The densely packed Old Town presents problems for the architectural photographer, or would but for the steep slopes it is built on. The Museum for instance, how to get far enough away to see it and put it in some sort of context? Simply walk up to the Castle esplanade and look across the sooty mediaeval and Victorian roofscape to its bright, funky modern-ness, against the backdrop of Arthur’s Seat, and the hills of Midlothian 15 miles beyond!
An Edinburgh pavement near the top of Castle Hill, [ Eric de Maré ]
And this pattern is repeated. Round almost every corner, I need only look up, down or across, and a vista reveals layers of history – down a close, across a valley. The geography of the town is as important as the individual buildings: the bleakness of the 1960’s Dumbiedykes estate is relieved by having one of the most spectacular backdrops of any housing project in Europe. The view down to the New Town and across the Forth to the hills of Fife from Ramsay Garden is as memorable as the building itself. Indeed it is arguably part of the building.

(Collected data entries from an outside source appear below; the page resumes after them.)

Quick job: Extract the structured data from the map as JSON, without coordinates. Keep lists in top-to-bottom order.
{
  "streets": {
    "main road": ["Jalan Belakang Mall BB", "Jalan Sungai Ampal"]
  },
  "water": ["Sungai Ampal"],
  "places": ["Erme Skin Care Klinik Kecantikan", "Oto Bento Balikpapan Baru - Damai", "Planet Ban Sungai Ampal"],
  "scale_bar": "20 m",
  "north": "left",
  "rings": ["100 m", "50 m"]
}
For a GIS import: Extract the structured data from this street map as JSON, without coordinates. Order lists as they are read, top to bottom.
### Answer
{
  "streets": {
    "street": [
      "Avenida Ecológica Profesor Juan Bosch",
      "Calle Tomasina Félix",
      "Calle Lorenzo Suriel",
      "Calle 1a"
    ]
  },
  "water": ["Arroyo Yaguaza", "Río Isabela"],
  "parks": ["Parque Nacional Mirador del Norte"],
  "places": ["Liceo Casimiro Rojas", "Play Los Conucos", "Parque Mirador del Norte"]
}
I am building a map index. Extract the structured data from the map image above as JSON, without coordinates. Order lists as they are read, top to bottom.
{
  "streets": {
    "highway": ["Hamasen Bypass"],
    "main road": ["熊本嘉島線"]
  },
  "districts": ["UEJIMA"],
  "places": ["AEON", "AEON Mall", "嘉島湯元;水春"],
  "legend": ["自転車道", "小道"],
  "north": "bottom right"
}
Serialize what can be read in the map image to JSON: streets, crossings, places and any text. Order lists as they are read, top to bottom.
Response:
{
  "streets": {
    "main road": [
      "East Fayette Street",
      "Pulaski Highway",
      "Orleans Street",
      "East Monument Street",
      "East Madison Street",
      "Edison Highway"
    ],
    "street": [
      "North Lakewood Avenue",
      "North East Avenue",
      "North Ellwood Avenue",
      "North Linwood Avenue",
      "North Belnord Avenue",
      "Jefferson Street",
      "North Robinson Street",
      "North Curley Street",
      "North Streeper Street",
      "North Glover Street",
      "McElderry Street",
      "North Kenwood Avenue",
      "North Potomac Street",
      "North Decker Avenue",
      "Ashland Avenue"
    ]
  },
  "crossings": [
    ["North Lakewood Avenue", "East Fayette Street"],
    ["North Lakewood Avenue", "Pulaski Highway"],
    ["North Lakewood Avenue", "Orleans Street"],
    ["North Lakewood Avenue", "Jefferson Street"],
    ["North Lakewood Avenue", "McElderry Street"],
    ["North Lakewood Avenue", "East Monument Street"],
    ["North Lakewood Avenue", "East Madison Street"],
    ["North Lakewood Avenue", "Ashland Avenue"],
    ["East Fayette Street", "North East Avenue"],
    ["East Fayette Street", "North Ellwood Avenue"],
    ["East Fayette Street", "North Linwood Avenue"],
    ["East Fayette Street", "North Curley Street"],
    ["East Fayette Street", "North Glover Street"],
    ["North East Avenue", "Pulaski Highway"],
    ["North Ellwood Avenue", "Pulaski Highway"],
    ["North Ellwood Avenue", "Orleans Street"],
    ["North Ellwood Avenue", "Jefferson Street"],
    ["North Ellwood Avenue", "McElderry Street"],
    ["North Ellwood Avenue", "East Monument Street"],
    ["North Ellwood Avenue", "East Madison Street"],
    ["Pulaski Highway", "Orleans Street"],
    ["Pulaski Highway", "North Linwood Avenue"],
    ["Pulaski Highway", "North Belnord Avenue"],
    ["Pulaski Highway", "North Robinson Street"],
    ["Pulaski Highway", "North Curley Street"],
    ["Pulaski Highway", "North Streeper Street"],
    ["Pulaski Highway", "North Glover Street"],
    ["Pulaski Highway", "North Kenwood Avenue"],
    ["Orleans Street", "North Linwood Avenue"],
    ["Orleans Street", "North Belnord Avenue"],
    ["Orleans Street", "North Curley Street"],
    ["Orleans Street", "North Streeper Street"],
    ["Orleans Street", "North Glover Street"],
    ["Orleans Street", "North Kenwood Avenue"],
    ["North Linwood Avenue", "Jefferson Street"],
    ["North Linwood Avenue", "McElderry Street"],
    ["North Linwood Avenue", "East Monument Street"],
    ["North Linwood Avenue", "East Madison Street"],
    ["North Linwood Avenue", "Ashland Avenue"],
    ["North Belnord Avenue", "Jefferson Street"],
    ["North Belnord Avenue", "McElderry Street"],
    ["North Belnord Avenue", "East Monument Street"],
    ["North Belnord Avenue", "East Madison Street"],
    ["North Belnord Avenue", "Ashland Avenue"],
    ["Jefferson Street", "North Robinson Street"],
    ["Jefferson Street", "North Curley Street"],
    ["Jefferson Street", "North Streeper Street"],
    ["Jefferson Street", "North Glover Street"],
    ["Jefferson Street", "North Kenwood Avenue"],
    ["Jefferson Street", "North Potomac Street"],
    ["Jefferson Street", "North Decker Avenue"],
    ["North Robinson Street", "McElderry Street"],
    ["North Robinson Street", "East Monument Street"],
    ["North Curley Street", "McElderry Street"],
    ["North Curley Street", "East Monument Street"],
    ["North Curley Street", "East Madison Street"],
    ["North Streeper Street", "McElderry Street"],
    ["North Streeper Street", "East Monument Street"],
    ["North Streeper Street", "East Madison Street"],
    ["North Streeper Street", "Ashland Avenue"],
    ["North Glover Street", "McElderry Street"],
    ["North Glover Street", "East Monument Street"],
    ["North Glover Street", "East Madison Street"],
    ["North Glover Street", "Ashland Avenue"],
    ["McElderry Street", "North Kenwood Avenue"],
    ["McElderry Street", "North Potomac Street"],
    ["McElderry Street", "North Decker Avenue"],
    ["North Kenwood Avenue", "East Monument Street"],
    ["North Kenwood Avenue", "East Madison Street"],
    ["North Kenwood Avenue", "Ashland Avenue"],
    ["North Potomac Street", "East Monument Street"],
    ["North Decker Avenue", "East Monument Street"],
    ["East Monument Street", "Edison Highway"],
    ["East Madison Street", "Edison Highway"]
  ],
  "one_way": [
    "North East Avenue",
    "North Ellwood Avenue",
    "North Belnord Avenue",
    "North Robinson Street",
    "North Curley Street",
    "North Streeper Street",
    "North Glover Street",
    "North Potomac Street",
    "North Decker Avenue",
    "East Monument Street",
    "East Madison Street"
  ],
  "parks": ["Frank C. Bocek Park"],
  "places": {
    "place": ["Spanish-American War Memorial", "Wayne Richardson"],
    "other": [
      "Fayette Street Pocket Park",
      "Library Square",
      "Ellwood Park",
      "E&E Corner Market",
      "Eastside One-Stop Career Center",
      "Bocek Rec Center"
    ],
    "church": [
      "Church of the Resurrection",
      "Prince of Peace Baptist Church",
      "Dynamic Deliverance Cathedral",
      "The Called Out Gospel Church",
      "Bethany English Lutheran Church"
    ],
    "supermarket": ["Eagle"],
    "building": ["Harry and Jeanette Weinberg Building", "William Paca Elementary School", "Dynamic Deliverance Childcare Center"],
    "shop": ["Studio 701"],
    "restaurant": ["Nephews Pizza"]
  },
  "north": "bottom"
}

And these layers of time reveal themselves without the efforts of the heritage industry – people on the Royal Mile running around hamming it up in 18th century costume handing out leaflets to entice visitors to buy tickets for ‘ghost tours’ complete with imaginative (‘gruesome’) accounts of the past. Heritage porn, or, as the architectural film-maker and critic Murray Grigor puts it in one of his barbed neologisms: disnaework. In a sense the Old Town has become a victim of its own success: its special appeal – historic buildings in a spectacular volcanic landscape – attracts a constant stream of visitors, whose spending power has in turn spawned a thriving ‘heritage’ industry devoted to selling Ghost Tours and Jimmy-hats, which in turn has exerted pressure on the local authority to refuse planning permission to put up exciting, elegant modern architecture using a mix of traditional (wood, stone) and contemporary (concrete, plate glass ) materials to complement existing older buildings. Compare with Italy for example, where the planning authorities care for and protect their historic towns and cities yet encourage the discreet intervention of good contemporary design. Here we seem to be terrified of any architectural evidence that we live in the 21st century. The issue of whether the beleaguered Old Town residents want to live in a museum or somewhere with a future is a vexed one, as local services are left to the vagaries of market forces and increasingly valuable public properties housing vital amenities such as nursery schools are sold off by a City Council desperate to pay for expensive vanity projects.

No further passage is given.